→ **How to complete this task**
Every record below must be copied exactly, with images dropped.

→ **Entries provided**
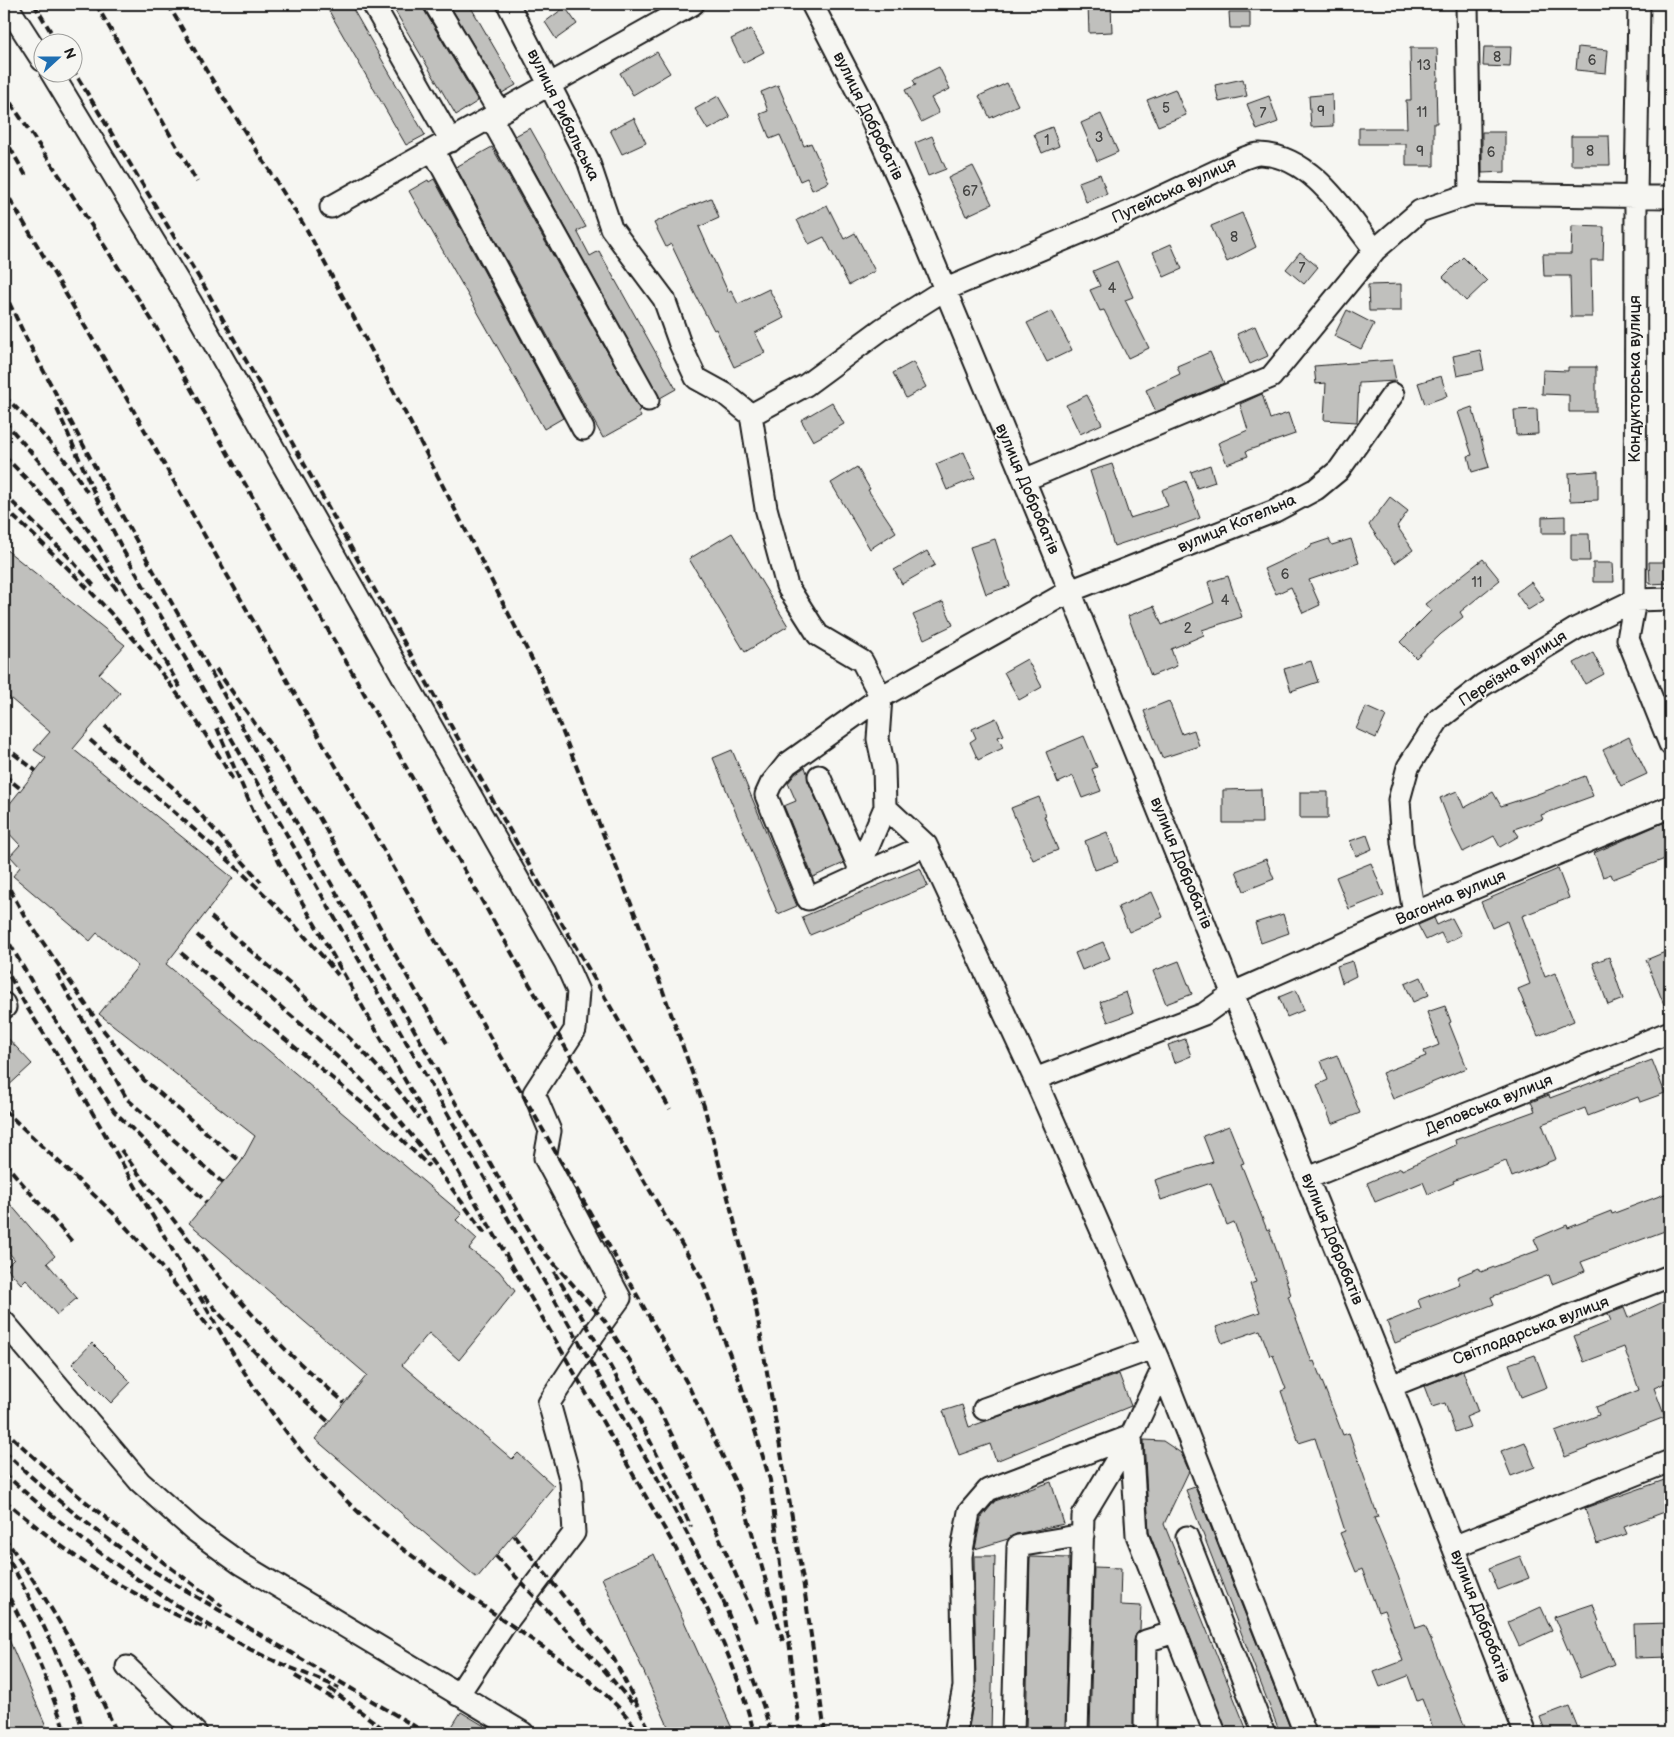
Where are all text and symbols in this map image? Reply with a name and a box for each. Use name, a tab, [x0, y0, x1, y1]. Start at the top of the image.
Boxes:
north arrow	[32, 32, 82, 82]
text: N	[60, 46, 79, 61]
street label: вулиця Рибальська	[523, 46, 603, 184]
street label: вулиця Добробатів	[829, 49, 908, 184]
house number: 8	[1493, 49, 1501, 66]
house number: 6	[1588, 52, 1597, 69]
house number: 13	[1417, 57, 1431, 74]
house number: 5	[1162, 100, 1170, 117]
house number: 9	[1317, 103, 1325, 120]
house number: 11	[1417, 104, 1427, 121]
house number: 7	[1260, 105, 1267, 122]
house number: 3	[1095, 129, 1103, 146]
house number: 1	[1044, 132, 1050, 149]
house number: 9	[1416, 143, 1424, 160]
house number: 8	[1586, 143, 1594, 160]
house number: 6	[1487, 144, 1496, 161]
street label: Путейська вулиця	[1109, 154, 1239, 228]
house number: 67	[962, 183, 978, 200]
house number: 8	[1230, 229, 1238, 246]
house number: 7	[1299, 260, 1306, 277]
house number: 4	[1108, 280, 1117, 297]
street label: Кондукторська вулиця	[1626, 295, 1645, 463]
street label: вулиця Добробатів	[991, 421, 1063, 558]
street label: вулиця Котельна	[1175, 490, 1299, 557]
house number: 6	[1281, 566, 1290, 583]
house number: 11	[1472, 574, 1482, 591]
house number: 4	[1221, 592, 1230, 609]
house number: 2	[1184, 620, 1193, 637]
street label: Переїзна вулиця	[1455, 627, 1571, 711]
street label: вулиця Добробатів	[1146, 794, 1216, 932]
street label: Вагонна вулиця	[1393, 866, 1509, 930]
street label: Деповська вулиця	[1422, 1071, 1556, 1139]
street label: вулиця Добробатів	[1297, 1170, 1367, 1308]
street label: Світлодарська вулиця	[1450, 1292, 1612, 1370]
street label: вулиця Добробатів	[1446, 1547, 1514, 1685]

→ **Exercise response**
Where are all text and symbols in this map image? Reply with a name and a box for each. Use name, a tab, [x0, y0, x1, y1]. Start at the top of the image.
Boxes:
north arrow	[32, 32, 82, 82]
text: N	[60, 46, 79, 61]
street label: вулиця Рибальська	[523, 46, 603, 184]
street label: вулиця Добробатів	[829, 49, 908, 184]
house number: 8	[1493, 49, 1501, 66]
house number: 6	[1588, 52, 1597, 69]
house number: 13	[1417, 57, 1431, 74]
house number: 5	[1162, 100, 1170, 117]
house number: 9	[1317, 103, 1325, 120]
house number: 11	[1417, 104, 1427, 121]
house number: 7	[1260, 105, 1267, 122]
house number: 3	[1095, 129, 1103, 146]
house number: 1	[1044, 132, 1050, 149]
house number: 9	[1416, 143, 1424, 160]
house number: 8	[1586, 143, 1594, 160]
house number: 6	[1487, 144, 1496, 161]
street label: Путейська вулиця	[1109, 154, 1239, 228]
house number: 67	[962, 183, 978, 200]
house number: 8	[1230, 229, 1238, 246]
house number: 7	[1299, 260, 1306, 277]
house number: 4	[1108, 280, 1117, 297]
street label: Кондукторська вулиця	[1626, 295, 1645, 463]
street label: вулиця Добробатів	[991, 421, 1063, 558]
street label: вулиця Котельна	[1175, 490, 1299, 557]
house number: 6	[1281, 566, 1290, 583]
house number: 11	[1472, 574, 1482, 591]
house number: 4	[1221, 592, 1230, 609]
house number: 2	[1184, 620, 1193, 637]
street label: Переїзна вулиця	[1455, 627, 1571, 711]
street label: вулиця Добробатів	[1146, 794, 1216, 932]
street label: Вагонна вулиця	[1393, 866, 1509, 930]
street label: Деповська вулиця	[1422, 1071, 1556, 1139]
street label: вулиця Добробатів	[1297, 1170, 1367, 1308]
street label: Світлодарська вулиця	[1450, 1292, 1612, 1370]
street label: вулиця Добробатів	[1446, 1547, 1514, 1685]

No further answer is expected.